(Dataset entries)
▬▬▬▬▬▬▬▬▬▬

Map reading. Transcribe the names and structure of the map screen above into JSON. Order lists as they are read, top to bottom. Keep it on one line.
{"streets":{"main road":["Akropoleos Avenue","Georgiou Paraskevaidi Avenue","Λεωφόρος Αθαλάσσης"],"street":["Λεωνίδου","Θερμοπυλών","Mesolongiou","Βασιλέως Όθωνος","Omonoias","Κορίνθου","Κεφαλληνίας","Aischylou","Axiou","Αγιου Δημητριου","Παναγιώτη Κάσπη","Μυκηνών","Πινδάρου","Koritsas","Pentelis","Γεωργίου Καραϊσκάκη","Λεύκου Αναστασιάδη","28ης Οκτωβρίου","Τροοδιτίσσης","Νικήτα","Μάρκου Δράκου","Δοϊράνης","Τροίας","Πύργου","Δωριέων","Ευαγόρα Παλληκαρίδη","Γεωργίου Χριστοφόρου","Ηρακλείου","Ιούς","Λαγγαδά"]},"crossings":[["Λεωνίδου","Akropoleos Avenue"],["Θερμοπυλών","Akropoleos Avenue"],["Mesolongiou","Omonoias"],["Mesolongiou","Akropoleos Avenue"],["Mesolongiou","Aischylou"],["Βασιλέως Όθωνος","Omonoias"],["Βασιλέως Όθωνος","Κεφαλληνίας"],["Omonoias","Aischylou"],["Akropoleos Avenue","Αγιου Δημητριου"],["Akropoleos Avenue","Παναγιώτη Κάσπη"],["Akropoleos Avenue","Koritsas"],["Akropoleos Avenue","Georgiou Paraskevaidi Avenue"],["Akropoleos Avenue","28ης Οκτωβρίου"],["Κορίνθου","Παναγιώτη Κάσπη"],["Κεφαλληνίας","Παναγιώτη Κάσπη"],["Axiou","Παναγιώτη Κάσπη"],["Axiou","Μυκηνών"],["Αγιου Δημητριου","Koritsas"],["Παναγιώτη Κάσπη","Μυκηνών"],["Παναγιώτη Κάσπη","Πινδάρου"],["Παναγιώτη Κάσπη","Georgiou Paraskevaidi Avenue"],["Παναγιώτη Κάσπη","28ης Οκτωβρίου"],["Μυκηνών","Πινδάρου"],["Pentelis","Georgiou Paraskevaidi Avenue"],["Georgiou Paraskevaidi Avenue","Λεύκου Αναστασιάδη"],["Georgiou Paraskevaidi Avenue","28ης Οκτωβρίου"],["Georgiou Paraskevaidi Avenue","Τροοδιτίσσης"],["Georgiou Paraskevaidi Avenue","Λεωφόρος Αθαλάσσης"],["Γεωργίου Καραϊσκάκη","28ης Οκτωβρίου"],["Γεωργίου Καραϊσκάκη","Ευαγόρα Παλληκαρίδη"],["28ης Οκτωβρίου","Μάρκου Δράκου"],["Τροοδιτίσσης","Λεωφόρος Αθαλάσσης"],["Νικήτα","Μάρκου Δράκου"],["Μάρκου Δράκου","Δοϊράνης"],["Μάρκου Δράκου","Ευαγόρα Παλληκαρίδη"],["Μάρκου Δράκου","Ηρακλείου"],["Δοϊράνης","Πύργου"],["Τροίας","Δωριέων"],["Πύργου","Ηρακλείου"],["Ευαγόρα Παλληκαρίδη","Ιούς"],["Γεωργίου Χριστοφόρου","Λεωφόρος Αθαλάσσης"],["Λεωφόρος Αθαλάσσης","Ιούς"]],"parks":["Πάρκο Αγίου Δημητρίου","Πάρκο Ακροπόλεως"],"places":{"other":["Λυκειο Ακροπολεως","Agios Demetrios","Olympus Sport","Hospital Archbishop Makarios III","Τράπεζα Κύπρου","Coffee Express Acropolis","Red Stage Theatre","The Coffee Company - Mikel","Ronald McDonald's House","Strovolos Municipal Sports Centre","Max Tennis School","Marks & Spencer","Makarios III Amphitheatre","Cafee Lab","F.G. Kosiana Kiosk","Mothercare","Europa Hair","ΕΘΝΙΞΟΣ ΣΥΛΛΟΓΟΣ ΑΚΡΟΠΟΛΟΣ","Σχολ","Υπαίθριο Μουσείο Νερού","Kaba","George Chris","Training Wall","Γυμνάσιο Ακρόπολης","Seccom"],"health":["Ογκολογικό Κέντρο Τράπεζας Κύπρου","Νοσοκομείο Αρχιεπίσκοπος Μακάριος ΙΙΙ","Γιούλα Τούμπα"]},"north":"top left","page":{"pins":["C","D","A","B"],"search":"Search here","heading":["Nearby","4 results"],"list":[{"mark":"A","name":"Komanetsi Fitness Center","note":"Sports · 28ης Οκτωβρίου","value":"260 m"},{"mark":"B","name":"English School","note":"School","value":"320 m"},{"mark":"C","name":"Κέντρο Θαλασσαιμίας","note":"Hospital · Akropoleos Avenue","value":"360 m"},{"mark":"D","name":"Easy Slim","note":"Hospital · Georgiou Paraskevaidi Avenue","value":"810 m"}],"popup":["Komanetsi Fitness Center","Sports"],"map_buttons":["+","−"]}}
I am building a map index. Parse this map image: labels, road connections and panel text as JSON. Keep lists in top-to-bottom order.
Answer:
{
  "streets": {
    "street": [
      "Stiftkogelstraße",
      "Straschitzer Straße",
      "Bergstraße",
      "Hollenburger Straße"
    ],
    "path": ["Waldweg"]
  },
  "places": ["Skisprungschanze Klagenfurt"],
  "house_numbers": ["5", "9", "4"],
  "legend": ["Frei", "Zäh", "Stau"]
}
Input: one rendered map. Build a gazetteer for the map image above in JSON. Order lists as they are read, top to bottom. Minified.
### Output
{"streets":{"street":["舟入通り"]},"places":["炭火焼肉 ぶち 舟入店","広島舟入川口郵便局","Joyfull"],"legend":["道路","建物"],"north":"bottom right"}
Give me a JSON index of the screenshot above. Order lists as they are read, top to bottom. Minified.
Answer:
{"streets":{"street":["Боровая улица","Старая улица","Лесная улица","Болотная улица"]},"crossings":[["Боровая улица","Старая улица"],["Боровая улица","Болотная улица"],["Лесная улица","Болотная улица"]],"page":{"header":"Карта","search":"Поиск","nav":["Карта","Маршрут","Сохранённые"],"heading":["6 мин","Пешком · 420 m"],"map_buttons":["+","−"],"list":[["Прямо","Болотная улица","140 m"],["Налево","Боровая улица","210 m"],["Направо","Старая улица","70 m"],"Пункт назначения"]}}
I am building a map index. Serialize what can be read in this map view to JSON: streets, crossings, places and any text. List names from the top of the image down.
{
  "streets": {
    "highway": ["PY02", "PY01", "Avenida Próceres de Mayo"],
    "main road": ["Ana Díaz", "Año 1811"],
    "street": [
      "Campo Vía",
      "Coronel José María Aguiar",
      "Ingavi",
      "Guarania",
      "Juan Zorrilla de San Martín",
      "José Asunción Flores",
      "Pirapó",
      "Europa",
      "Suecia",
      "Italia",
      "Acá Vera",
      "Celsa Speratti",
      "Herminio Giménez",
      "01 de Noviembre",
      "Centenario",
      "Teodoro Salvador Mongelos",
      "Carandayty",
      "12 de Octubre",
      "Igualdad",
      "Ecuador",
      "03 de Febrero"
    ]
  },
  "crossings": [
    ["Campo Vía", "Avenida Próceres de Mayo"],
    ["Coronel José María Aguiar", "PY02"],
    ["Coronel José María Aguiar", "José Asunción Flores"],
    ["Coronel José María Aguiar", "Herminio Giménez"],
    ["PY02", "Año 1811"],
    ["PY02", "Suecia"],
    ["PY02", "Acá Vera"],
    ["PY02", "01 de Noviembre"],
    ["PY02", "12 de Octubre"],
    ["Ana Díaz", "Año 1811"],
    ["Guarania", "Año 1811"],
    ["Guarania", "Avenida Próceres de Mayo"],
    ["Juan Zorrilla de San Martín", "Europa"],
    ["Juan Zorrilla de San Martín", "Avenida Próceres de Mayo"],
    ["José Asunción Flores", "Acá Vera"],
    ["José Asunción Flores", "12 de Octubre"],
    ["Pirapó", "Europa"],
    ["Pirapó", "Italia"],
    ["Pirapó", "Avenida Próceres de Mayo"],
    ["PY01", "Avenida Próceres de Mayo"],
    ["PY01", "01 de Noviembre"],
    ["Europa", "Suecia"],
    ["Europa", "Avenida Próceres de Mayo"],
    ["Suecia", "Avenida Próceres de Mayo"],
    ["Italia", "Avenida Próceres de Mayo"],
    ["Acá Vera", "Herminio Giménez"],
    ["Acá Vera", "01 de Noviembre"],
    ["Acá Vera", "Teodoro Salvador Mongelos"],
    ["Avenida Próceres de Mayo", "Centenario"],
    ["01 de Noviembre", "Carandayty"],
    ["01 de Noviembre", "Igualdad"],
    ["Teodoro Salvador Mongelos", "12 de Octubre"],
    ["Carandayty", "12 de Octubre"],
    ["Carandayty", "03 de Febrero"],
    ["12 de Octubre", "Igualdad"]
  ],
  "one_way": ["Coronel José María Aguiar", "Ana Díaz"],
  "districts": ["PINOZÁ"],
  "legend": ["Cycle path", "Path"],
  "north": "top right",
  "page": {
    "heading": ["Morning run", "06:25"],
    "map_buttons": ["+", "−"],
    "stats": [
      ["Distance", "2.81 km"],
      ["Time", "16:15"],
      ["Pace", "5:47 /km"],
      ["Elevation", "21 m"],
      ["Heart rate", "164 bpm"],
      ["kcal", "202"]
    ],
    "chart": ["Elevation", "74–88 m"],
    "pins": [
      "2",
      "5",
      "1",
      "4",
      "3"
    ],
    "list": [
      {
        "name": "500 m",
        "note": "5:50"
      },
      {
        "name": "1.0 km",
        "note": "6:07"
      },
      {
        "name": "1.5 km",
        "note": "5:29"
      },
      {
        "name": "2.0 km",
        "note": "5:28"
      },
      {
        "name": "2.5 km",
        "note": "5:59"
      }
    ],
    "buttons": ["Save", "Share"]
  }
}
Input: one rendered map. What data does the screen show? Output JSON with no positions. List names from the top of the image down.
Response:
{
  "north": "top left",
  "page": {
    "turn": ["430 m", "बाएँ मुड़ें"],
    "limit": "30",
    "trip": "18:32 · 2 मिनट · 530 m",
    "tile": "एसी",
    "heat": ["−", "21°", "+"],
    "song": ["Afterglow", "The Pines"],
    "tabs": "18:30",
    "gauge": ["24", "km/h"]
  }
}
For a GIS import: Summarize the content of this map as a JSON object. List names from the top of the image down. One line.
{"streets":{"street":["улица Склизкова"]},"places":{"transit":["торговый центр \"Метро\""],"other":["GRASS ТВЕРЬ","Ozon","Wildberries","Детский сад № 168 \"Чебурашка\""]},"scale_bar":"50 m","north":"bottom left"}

▬▬▬▬▬▬▬▬▬▬

Identify the lines of the entries containing the string "Coronel". Copy each such line.

      "Coronel José María Aguiar",
    ["Coronel José María Aguiar", "PY02"],
    ["Coronel José María Aguiar", "José Asunción Flores"],
    ["Coronel José María Aguiar", "Herminio Giménez"],
  "one_way": ["Coronel José María Aguiar", "Ana Díaz"],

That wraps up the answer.